The Mexican government and 15 other countries [1] have filed a brief supporting those suing Alabama to block that state's new immigration law. The federal judge in the case consolidated the various lawsuits against Alabama, meaning that the American Civil Liberties Union, the Southern Poverty Law Center, the Department of Justice, the Catholic Church, the Methodist Church, the Episcopal Church, and the Mexican government are all involved in the same suit and are all on the same side against the will of the great majority of Americans.

From this:

"They want to make sure their citizens are treated cor­rectly, and they have a sover­eign interest in the way in which immigration law is car­ried out by the United States," said Edward Still, a Birming­ham attorney who filed the briefs on behalf of the nations. "They want to have one immi­gration law and not 50."

..."Mexico has an interest in protecting its citizens and en­suring that their ethnicity is not used as basis for state-sanc­tioned acts of bias and discrim­ination," the brief says.

..."The governments have a substantial and compelling in­terest to ensure that their citi­zens are accorded human and civil rights when present in the United States in accordance with international treaties, the U.S. Constitution and federal immigration law," the 15-nation brief says.

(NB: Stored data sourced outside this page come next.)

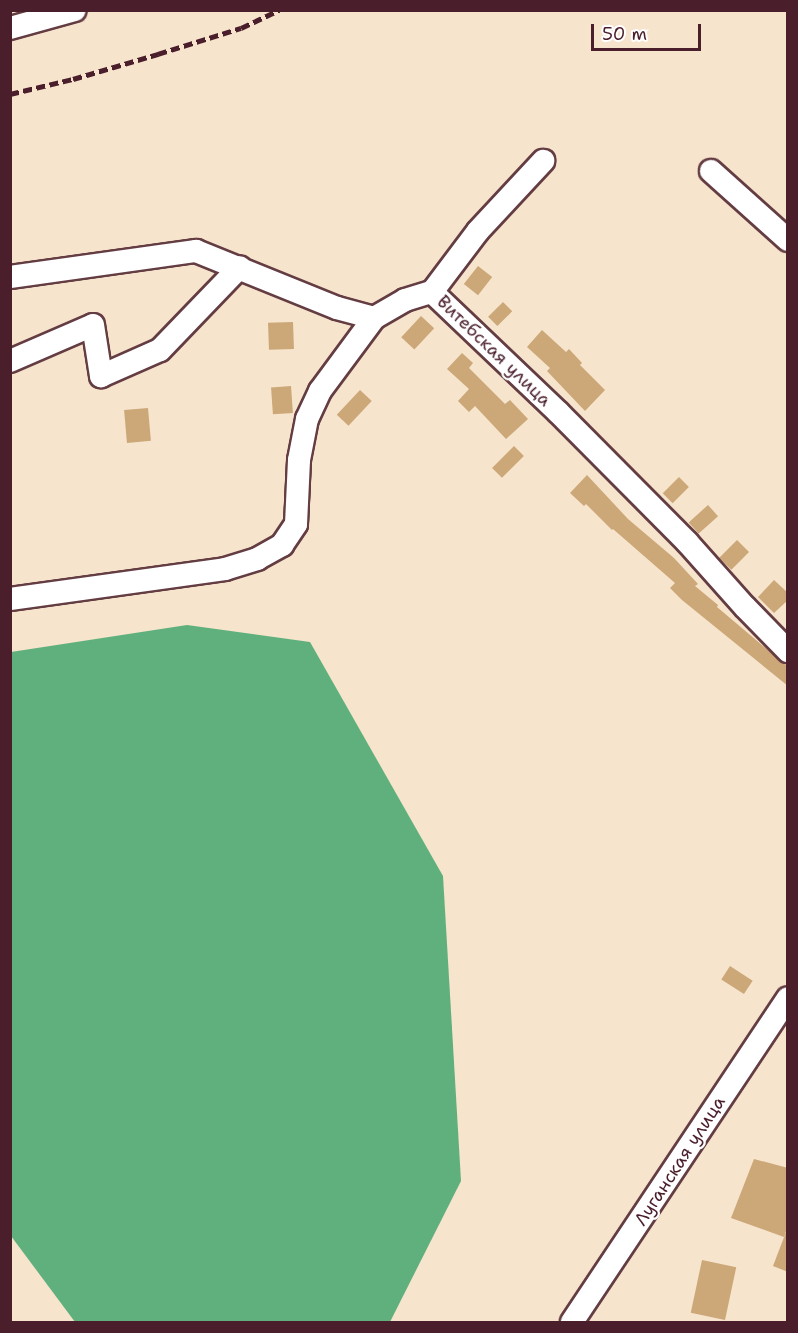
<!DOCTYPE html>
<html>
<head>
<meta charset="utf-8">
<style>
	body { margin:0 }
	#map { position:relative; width:798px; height:1333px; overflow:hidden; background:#f6e4cd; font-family:"Shantell Sans",sans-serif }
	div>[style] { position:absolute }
	.forest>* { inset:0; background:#60b07d }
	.building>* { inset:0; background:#cca777; transform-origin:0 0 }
	.roads { filter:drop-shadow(2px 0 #643d43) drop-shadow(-2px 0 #643d43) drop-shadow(0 2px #643d43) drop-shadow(0 -2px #643d43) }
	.minor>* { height:22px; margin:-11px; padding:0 11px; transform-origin:11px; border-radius:11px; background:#fff }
	.rail>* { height:4.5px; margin-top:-2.25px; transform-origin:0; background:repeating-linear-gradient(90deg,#4a1f2b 0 9px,transparent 0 13.5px) }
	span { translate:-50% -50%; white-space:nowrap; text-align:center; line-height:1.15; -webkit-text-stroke:4.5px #fff; paint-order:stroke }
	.street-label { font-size:18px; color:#4a1f2b }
	.frame { position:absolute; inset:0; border:12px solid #4a1f2b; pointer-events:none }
	.scale { position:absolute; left:591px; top:24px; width:110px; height:27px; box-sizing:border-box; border:3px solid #4a1f2b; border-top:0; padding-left:8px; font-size:18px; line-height:21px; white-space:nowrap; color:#4a1f2b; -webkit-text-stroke:4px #fff; paint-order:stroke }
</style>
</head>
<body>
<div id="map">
	<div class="forest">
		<i style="clip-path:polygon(187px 625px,310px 642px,443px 876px,461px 1181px,390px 1322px,75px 1322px,11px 1236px,11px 652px)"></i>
	</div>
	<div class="building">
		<i style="left:478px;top:266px;width:18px;height:23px;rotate:38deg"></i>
		<i style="left:503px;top:302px;width:13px;height:21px;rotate:45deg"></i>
		<i style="left:421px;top:316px;width:18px;height:29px;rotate:43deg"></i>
		<i style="left:293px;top:322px;width:27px;height:25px;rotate:88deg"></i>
		<i style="clip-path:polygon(542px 330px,566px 352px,569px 349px,582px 363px,580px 365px,605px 390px,585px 411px,547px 371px,550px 368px,527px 347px)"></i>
		<i style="clip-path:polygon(462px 353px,473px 363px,469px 368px,505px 404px,510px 400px,528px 419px,506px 439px,475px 406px,469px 412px,458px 401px,469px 389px,447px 369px)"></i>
		<i style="left:291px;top:386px;width:27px;height:20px;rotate:86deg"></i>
		<i style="left:360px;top:390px;width:16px;height:34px;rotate:43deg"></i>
		<i style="left:148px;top:408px;width:33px;height:24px;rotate:85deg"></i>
		<i style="left:514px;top:446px;width:14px;height:31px;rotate:45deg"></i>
		<i style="clip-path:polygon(587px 475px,628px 519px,674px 558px,698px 584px,695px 586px,718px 605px,717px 607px,788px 667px,788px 686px,682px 600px,670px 588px,675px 583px,613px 529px,612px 530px,586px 504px,584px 506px,570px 493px)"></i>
		<i style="left:679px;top:477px;width:14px;height:23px;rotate:45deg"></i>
		<i style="left:708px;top:505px;width:15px;height:26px;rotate:48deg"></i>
		<i style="left:737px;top:540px;width:17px;height:25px;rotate:45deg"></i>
		<i style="clip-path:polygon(774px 580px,788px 593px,788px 600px,774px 613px,758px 597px)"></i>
		<i style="left:730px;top:966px;width:27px;height:16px;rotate:33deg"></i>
		<i style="clip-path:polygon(754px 1159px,788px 1168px,788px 1226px,784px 1237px,731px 1218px)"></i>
		<i style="clip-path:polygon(786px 1232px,788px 1232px,788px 1272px,773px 1266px)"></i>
		<i style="left:702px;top:1260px;width:35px;height:54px;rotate:12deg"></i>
	</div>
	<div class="roads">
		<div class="minor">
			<i style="left:10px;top:28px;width:67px;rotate:-15.5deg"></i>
			<i style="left:711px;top:171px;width:103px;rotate:41.9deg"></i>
			<i style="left:10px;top:277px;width:188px;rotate:-8deg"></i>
			<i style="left:196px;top:251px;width:152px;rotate:22deg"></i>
			<i style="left:337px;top:308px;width:38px;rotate:15deg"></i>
			<i style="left:374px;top:318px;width:36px;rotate:-30deg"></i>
			<i style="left:405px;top:300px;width:28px;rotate:-17deg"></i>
			<i style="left:432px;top:292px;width:175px;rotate:43.6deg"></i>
			<i style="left:559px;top:413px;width:182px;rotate:45.2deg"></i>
			<i style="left:687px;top:542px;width:87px;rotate:48.3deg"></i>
			<i style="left:745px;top:607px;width:62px;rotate:45.7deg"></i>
			<i style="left:432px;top:292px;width:76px;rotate:-53deg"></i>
			<i style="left:478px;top:231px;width:96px;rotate:-47.1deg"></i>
			<i style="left:10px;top:361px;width:90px;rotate:-23.4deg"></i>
			<i style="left:93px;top:325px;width:52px;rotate:81.1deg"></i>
			<i style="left:101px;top:376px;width:64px;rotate:-23.8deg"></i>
			<i style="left:160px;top:350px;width:115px;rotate:-46.1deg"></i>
			<i style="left:10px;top:599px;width:217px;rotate:-7.9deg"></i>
			<i style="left:225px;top:569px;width:34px;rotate:-17deg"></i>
			<i style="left:257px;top:559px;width:29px;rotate:-29deg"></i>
			<i style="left:282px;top:545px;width:25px;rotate:-56deg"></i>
			<i style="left:296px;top:524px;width:64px;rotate:-87.3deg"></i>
			<i style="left:299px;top:460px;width:42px;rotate:-79deg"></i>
			<i style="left:307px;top:419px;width:31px;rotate:-65deg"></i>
			<i style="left:320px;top:391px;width:91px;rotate:-53.5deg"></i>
			<i style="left:572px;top:1322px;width:389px;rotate:-56.3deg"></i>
		</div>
	</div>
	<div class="rail">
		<i style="left:10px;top:94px;width:65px;rotate:-13.4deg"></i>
		<i style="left:73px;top:79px;width:89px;rotate:-16.4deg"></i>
		<i style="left:158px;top:54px;width:87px;rotate:-17.4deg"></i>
		<i style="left:241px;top:28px;width:42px;rotate:-25.3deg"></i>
	</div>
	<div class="street-label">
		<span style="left:494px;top:351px;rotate:44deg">Витебская улица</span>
		<span style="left:680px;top:1161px;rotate:-57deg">Луганская улица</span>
	</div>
	<div class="frame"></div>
	<div class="scale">50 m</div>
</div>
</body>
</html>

Mexico's interest probably has much less to do with a desire to protect their citizens and much more to do with the fact that their citizens who are in the U.S. illegally send home billions of dollars each year. Those millions of illegal aliens also form a political power base inside the U.S. for the government of Mexico.

----------------
[1] The other countries are: Argentina, Bolivia, Brazil, Chile, Colombia, Costa Rica, Dominican Republic, Ecuador, El Salvador, Guatemala, Hon­duras, Nicaragua, Paraguay, Peru and Uruguay.